Description of Map and Health Data it Represents
The Centre for Disease Control (CDC) developed the chosen GIS map as an interactive atlas showing the incidence of avoidable heart disease and stroke in America. It did so by highlighting the death rates per 100,000 people. The data cut across all races and genders, starting from the year 2008 and ending in 2010 (GIS Inc., 2013). Holistically, the map showed that the incidence of health conditions was more concentrated in the South than in any other part of America. This finding meant that deaths associated with heart disease were related to zip codes as opposed to a genetic predisposition to the disease. According to GIS Inc. (2013), the map showed that out of the 800,000 reported deaths associated with heart disease and stroke, a quarter of them could have been prevented. In other words, making improvements in lifestyles could have helped people live longer. The diagram below shows the GIS map.
Figure 1: GIS Map 1
Critique of the Map showing its Strengths and Weaknesses
The map highlighted above is advanced because of its interactive nature. Indeed, it allows users to zoom into different geographical locations and analyze state and county data respectively. It is also more detailed than most GIS maps because it shows up to five different health indicators that have smaller subgroups. Concisely by evaluating these different types of information, observers could understand different health data relating to different types of health issues, such as heart disease, coronary heart disease, and acute myocardial infarction. With such information abound, the map also allows users to further filter the health information using different demographic data, such as race, gender, age, or year. The map goes a step further to give users detailed information about the health data by allowing them to gain access to the information, based on the socioeconomic determinants of health, such as social and physical environment, which are highlighted on the map. Lastly, the map is superior because it has different animation characteristics that are based on a custom-configuration schema, which allows for easy updating and maintenance (GIS Inc., 2013). This feature makes it easy for health experts to understand the incidence and prevalence of heart disease and stroke in selected regions of the country.
Although the GIS map is advanced because of its vast features, it appears complex and technical for a nonprofessional to understand its contents. Stated differently, the map appears technical and useful only for big data analytical experts. Therefore, based on its complexity, the map requires technical inputs to understand how different health analytical data relate to one another. Another weakness of the map is its relatively small nature. This makes it difficult for users who cannot see small prints to view all the information contained in them.
Critique of Different Map
The GIS map below shows the incidence of HIV/AIDS in India. It demonstrates that the incidence of the disease is mostly concentrated in six Indian states found in the south.

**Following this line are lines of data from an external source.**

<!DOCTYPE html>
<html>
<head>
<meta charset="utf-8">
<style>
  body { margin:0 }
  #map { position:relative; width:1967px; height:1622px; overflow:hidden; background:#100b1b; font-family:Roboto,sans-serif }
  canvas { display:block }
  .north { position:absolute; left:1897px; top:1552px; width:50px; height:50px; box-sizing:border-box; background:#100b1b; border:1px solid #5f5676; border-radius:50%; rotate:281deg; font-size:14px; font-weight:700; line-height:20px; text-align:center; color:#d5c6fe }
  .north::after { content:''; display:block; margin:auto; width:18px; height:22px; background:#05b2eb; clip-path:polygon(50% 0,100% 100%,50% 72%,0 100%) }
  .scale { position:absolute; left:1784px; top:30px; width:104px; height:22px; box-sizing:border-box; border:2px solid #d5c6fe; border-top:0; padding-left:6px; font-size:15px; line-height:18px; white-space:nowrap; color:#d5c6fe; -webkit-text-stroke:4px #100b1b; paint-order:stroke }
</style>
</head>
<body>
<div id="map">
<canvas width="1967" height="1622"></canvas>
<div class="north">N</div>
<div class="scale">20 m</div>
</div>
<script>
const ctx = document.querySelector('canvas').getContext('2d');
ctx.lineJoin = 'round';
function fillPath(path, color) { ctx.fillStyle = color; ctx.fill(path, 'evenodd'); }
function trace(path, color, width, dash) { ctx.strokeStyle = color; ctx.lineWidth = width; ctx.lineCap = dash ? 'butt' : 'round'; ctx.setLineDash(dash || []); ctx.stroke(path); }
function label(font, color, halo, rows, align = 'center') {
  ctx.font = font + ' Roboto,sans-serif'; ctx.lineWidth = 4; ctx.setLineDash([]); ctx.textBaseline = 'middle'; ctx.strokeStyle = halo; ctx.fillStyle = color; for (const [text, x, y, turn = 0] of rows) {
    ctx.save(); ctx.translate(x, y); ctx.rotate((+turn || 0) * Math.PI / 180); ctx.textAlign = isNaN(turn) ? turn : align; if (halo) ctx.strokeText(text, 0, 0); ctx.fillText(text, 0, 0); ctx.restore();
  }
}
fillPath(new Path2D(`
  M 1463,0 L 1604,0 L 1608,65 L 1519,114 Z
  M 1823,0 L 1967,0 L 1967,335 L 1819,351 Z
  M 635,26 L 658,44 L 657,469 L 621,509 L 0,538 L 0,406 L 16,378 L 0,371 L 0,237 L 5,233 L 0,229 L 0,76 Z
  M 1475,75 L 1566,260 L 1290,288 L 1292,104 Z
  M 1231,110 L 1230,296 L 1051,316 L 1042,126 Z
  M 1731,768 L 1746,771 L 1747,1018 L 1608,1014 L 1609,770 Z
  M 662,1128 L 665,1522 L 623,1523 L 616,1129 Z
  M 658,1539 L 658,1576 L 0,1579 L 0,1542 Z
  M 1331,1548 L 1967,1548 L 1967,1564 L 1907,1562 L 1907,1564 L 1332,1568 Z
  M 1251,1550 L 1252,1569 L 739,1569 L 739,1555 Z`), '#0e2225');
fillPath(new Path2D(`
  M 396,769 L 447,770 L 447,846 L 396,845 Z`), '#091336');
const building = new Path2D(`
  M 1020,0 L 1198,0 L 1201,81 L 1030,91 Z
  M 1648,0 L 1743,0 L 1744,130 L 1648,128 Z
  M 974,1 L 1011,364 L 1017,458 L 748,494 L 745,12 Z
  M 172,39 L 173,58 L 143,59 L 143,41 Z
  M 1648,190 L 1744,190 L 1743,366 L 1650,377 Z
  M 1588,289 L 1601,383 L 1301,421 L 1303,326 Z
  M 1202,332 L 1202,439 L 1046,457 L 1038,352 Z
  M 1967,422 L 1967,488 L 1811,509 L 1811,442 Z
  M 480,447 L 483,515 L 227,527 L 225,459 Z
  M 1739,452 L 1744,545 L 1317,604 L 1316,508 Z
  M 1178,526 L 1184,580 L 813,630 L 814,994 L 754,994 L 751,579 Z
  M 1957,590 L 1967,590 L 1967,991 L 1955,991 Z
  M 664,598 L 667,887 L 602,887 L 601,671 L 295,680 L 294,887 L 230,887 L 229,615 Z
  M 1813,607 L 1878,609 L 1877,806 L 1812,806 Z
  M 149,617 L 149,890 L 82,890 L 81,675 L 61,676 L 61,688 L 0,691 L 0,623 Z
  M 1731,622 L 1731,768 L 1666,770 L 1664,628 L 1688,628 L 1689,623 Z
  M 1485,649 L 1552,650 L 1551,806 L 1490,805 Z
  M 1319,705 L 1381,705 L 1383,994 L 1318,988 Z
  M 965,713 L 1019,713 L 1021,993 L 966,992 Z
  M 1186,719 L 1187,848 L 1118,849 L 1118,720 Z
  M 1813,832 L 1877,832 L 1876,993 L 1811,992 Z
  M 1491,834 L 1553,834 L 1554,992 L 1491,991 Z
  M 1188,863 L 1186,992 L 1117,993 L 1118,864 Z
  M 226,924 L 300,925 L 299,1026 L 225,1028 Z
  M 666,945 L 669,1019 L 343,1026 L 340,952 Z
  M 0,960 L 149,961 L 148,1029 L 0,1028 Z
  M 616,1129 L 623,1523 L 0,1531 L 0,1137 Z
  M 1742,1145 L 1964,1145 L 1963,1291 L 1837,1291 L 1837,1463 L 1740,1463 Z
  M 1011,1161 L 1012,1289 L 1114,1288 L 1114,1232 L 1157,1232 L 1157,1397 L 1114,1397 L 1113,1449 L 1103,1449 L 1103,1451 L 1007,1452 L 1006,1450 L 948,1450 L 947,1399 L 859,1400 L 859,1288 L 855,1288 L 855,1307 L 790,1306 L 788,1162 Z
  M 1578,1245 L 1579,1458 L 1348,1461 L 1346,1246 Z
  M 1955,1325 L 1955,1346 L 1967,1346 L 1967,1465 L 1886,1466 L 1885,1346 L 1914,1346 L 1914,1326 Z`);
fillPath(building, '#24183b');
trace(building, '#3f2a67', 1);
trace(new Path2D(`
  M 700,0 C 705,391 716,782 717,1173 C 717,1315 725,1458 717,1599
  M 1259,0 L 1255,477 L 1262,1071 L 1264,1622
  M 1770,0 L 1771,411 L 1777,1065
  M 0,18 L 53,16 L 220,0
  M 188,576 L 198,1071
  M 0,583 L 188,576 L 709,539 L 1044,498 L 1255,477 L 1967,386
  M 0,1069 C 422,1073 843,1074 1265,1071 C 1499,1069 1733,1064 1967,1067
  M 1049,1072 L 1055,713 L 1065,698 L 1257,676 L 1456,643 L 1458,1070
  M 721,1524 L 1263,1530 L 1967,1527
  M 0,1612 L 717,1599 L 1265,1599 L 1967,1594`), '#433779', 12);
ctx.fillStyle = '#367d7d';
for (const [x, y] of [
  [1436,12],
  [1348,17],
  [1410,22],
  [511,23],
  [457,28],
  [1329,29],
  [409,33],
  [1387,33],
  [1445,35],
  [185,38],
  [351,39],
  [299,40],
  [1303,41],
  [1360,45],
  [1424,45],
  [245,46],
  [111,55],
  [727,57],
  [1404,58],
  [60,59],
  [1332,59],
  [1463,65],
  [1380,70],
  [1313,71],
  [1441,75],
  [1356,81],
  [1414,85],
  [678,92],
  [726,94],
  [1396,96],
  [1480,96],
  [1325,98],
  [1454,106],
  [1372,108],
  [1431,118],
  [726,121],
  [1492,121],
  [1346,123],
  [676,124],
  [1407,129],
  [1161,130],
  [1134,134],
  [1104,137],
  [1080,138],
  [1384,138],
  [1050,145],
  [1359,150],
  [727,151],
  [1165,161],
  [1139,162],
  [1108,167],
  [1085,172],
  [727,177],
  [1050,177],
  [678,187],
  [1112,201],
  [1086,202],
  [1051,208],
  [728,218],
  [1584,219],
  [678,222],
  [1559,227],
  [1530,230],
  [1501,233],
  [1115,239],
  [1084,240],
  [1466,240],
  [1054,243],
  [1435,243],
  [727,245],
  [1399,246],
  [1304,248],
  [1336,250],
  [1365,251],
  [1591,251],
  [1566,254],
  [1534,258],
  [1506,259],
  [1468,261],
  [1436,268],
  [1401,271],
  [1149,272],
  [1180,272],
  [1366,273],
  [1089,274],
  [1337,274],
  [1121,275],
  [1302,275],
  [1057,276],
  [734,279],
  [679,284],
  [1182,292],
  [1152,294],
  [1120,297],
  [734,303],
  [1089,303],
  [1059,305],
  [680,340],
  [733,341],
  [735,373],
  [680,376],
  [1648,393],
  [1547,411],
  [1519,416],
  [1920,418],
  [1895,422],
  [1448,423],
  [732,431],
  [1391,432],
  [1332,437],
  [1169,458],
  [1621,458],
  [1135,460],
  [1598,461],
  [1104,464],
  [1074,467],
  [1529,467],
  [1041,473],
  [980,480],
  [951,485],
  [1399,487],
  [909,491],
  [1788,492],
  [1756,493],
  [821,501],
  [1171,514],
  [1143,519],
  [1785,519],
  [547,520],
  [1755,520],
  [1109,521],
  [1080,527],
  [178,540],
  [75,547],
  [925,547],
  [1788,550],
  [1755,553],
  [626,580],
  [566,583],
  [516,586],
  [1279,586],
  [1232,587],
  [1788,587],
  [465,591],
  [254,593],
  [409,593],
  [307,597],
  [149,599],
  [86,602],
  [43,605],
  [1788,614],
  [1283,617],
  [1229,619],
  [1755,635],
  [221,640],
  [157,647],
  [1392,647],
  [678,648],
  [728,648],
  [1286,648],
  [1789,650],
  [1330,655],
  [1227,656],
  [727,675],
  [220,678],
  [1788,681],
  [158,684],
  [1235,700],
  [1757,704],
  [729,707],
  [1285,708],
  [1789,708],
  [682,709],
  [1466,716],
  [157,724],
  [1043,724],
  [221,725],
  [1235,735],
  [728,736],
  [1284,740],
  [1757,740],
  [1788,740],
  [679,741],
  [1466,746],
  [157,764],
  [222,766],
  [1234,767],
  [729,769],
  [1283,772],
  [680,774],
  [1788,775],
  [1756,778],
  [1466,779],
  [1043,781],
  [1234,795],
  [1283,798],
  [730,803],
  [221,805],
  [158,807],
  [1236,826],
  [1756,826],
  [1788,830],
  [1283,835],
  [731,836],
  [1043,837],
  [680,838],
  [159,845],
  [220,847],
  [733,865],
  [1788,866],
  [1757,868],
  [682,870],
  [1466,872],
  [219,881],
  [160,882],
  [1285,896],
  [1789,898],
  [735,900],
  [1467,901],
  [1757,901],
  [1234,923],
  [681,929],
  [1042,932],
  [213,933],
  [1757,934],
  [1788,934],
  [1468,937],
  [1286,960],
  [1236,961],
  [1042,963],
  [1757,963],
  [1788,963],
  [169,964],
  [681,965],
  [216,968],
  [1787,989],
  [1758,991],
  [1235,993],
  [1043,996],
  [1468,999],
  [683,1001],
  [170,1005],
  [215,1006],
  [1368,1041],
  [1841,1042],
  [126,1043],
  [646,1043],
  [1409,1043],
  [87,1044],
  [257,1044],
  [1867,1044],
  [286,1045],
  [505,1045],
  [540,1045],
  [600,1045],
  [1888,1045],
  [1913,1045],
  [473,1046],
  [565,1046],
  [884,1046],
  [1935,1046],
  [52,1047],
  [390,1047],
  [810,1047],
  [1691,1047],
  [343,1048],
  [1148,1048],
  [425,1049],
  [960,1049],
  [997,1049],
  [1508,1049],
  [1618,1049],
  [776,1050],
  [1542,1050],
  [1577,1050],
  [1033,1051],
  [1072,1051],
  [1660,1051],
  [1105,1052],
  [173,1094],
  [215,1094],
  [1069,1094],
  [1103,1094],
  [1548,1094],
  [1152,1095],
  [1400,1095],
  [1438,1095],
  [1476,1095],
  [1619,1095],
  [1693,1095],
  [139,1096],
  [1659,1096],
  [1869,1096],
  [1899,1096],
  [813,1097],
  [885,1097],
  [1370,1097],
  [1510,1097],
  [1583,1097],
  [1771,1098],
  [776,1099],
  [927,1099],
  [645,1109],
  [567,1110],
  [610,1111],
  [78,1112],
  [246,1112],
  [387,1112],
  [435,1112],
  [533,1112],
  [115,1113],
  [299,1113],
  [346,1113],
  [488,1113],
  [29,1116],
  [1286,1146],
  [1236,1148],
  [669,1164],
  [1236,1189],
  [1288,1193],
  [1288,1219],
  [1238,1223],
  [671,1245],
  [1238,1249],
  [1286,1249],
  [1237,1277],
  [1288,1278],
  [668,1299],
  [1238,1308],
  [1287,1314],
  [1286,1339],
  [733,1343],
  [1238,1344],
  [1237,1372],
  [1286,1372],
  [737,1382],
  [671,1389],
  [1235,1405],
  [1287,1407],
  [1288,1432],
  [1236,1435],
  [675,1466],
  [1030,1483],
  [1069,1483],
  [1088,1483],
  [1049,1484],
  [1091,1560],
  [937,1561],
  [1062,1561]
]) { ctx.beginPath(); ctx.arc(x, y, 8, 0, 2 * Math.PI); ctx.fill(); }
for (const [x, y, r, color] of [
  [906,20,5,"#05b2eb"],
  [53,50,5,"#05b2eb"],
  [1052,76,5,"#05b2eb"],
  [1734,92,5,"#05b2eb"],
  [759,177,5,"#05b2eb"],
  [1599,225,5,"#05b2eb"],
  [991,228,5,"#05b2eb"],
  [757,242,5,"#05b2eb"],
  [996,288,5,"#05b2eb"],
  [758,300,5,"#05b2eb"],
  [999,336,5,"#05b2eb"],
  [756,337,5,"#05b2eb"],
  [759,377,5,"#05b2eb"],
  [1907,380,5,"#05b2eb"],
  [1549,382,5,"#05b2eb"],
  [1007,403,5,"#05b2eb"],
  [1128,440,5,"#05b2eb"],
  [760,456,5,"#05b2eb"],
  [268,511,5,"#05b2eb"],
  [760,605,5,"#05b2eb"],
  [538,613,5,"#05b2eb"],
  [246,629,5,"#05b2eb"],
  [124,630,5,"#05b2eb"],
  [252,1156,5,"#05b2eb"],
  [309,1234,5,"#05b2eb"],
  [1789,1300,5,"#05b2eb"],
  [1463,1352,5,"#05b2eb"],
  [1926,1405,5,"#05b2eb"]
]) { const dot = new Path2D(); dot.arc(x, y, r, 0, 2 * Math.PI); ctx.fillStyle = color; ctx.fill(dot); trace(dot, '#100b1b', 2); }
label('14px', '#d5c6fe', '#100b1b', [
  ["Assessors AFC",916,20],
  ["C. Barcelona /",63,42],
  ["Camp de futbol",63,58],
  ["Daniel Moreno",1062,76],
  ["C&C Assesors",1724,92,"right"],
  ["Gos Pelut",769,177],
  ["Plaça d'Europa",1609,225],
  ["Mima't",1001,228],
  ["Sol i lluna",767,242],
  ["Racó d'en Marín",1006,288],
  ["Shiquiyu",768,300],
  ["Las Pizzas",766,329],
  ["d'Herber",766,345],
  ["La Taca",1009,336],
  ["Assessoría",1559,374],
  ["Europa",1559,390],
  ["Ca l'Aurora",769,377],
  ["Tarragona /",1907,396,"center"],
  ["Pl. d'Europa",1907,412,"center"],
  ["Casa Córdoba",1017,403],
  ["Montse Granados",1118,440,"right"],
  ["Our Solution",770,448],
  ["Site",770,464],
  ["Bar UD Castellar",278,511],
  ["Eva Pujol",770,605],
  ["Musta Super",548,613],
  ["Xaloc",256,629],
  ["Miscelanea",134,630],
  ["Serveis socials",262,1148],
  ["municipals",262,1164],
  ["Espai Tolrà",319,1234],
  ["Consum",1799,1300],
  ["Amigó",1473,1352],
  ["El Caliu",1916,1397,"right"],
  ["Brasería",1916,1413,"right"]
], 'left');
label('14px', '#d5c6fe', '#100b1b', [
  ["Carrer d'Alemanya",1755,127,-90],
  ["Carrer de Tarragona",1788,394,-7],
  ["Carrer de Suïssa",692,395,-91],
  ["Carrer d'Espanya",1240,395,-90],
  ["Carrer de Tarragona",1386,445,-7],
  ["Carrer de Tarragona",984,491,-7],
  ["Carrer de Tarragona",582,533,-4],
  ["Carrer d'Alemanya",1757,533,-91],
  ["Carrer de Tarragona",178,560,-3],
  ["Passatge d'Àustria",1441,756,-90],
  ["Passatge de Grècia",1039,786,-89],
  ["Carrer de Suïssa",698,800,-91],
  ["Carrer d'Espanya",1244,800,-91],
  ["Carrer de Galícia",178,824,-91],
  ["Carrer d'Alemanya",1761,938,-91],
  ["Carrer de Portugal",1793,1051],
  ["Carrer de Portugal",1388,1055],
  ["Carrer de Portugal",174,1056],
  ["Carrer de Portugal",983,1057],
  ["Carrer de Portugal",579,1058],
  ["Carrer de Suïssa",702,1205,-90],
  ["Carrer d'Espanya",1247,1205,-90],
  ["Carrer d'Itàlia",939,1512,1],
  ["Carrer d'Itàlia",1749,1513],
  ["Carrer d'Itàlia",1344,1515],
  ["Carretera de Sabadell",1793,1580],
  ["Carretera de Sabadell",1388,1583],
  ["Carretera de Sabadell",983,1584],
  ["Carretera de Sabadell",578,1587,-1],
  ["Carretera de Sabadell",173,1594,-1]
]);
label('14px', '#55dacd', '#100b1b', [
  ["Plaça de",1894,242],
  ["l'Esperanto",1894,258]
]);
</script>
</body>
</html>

One of the greatest strengths of the map is its ability to provide a nationwide analysis of HIV/AIDS prevalence in India. This feature is often called “locator map advantages” (Huxley College, 2016) because it allows users to locate where the highest and lowest incidences of HIV/AIDS are on a nationwide scale. The presence of a legend showing the prevalence of HIV, viz-a-viz the color schemes provided, is also another strength of the GIS map because it helps users to understand differences in health outcomes across varied states in India. However, one weakness of the map is the difficulty in distinguishing the differences in shading across closely related color schemes. For example, it is easy to confuse the location of total prevalence rates under 0.08% and those between 0.35%-0.69% because the shadings are closely related. The developers could have used bold colors to show these differences.
GIS maps could be useful in various aspects of health management. As shown from the examples above, such tools are useful in providing a detailed analysis of health data, which could be contextualized within national or state analysis. This way, it is easy to understand correlations with other aspects of health data. However, I believe that such maps should be simple to understand because they are a simple abstraction of reality. The involvement of complex and technical analytical tools, such as the ones employed in our first GIS map limits the type of audience that could understand the information contained in the map (Ankersen & Richardson, 2014). By extension, we find that the information conveyed in the map is only useful at high levels of technical analysis. It is unlike the second map, which is simple to understand. Similarly, health practitioners at different levels of care delivery can understand it.
Ankersen, R., & Richardson, K. (2014). Helping hearts: Interactive atlas deciphers where heart attacks and strokes occur and who is at risk. Web.
GIS Inc. (2013). An overview of the interactive atlas of heart disease and stroke. Web.
Huxley College. (2016). What all good maps should have. Web.
Kandwal, E., Garg, P.K., & Garg, R.D. (2009). Health GIS and HIV/AIDS studies: Perspective and retrospective. Journal of Biomedical Informatics, 42(4), 748–755.